- [Required action]:
If a record below holds a picture, leave the picture out and copy the rest exactly.

- [Records shown]:

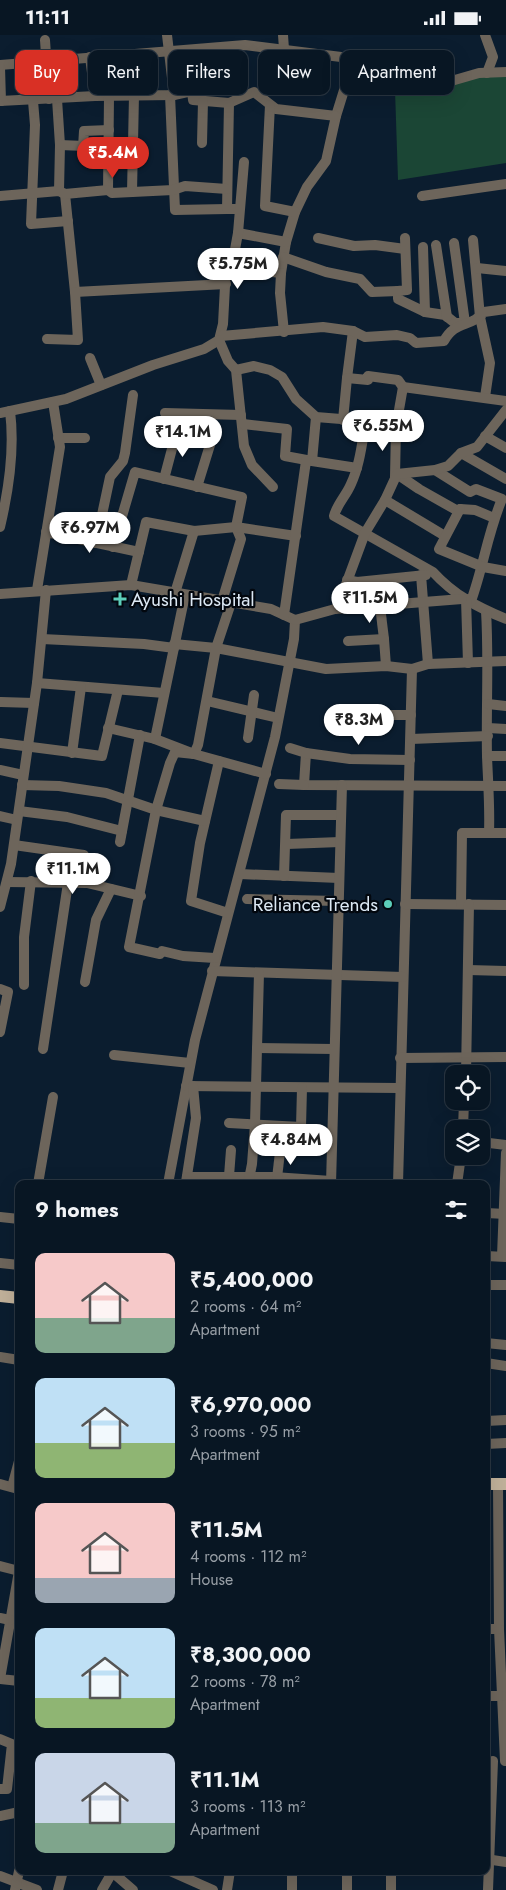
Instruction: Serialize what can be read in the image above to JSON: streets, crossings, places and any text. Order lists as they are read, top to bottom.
{
  "places": {
    "health": ["Ayushi Hospital"],
    "other": ["Reliance Trends"]
  },
  "page": {
    "status": "11:11",
    "chip": [
      "Buy",
      "Rent",
      "Filters",
      "New",
      "Apartment"
    ],
    "price": [
      "₹5.4M",
      "₹5.75M",
      "₹6.55M",
      "₹14.1M",
      "₹6.97M",
      "₹11.5M",
      "₹8.3M",
      "₹11.1M",
      "₹4.84M"
    ],
    "heading": "9 homes",
    "list": [
      {
        "name": "₹5,400,000",
        "note": "2 rooms · 64 m² · Apartment"
      },
      {
        "name": "₹6,970,000",
        "note": "3 rooms · 95 m² · Apartment"
      },
      {
        "name": "₹11.5M",
        "note": "4 rooms · 112 m² · House"
      },
      {
        "name": "₹8,300,000",
        "note": "2 rooms · 78 m² · Apartment"
      },
      {
        "name": "₹11.1M",
        "note": "3 rooms · 113 m² · Apartment"
      }
    ]
  }
}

- [Written response]:
Instruction: Serialize what can be read in the image above to JSON: streets, crossings, places and any text. Order lists as they are read, top to bottom.
{
  "places": {
    "health": ["Ayushi Hospital"],
    "other": ["Reliance Trends"]
  },
  "page": {
    "status": "11:11",
    "chip": [
      "Buy",
      "Rent",
      "Filters",
      "New",
      "Apartment"
    ],
    "price": [
      "₹5.4M",
      "₹5.75M",
      "₹6.55M",
      "₹14.1M",
      "₹6.97M",
      "₹11.5M",
      "₹8.3M",
      "₹11.1M",
      "₹4.84M"
    ],
    "heading": "9 homes",
    "list": [
      {
        "name": "₹5,400,000",
        "note": "2 rooms · 64 m² · Apartment"
      },
      {
        "name": "₹6,970,000",
        "note": "3 rooms · 95 m² · Apartment"
      },
      {
        "name": "₹11.5M",
        "note": "4 rooms · 112 m² · House"
      },
      {
        "name": "₹8,300,000",
        "note": "2 rooms · 78 m² · Apartment"
      },
      {
        "name": "₹11.1M",
        "note": "3 rooms · 113 m² · Apartment"
      }
    ]
  }
}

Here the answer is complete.